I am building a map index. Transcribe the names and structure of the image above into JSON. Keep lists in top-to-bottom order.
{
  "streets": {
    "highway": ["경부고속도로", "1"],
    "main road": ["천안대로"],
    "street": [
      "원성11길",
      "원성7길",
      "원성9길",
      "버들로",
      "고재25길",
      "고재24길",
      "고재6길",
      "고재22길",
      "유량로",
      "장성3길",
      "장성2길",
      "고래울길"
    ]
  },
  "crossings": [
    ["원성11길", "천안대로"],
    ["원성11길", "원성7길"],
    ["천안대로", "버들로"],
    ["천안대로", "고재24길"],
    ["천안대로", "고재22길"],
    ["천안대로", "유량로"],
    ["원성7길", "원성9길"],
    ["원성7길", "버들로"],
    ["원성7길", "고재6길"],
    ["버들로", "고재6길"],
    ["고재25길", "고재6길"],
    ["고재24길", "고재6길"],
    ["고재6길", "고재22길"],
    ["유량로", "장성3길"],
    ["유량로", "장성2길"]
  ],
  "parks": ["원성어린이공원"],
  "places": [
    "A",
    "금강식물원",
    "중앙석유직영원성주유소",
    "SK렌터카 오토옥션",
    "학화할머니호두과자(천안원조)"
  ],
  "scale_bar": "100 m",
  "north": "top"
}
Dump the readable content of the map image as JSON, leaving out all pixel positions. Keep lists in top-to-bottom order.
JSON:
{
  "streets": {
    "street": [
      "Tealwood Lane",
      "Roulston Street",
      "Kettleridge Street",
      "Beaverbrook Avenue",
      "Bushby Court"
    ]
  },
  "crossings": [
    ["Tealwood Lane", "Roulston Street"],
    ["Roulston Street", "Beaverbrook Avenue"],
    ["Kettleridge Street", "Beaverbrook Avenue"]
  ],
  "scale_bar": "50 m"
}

> _About this exercise_: Retype the whole of the material word for word.

> _Solution_:
I am building a map index. Transcribe the names and structure of the image above into JSON. Keep lists in top-to-bottom order.
{
  "streets": {
    "highway": ["경부고속도로", "1"],
    "main road": ["천안대로"],
    "street": [
      "원성11길",
      "원성7길",
      "원성9길",
      "버들로",
      "고재25길",
      "고재24길",
      "고재6길",
      "고재22길",
      "유량로",
      "장성3길",
      "장성2길",
      "고래울길"
    ]
  },
  "crossings": [
    ["원성11길", "천안대로"],
    ["원성11길", "원성7길"],
    ["천안대로", "버들로"],
    ["천안대로", "고재24길"],
    ["천안대로", "고재22길"],
    ["천안대로", "유량로"],
    ["원성7길", "원성9길"],
    ["원성7길", "버들로"],
    ["원성7길", "고재6길"],
    ["버들로", "고재6길"],
    ["고재25길", "고재6길"],
    ["고재24길", "고재6길"],
    ["고재6길", "고재22길"],
    ["유량로", "장성3길"],
    ["유량로", "장성2길"]
  ],
  "parks": ["원성어린이공원"],
  "places": [
    "A",
    "금강식물원",
    "중앙석유직영원성주유소",
    "SK렌터카 오토옥션",
    "학화할머니호두과자(천안원조)"
  ],
  "scale_bar": "100 m",
  "north": "top"
}
Dump the readable content of the map image as JSON, leaving out all pixel positions. Keep lists in top-to-bottom order.
JSON:
{
  "streets": {
    "street": [
      "Tealwood Lane",
      "Roulston Street",
      "Kettleridge Street",
      "Beaverbrook Avenue",
      "Bushby Court"
    ]
  },
  "crossings": [
    ["Tealwood Lane", "Roulston Street"],
    ["Roulston Street", "Beaverbrook Avenue"],
    ["Kettleridge Street", "Beaverbrook Avenue"]
  ],
  "scale_bar": "50 m"
}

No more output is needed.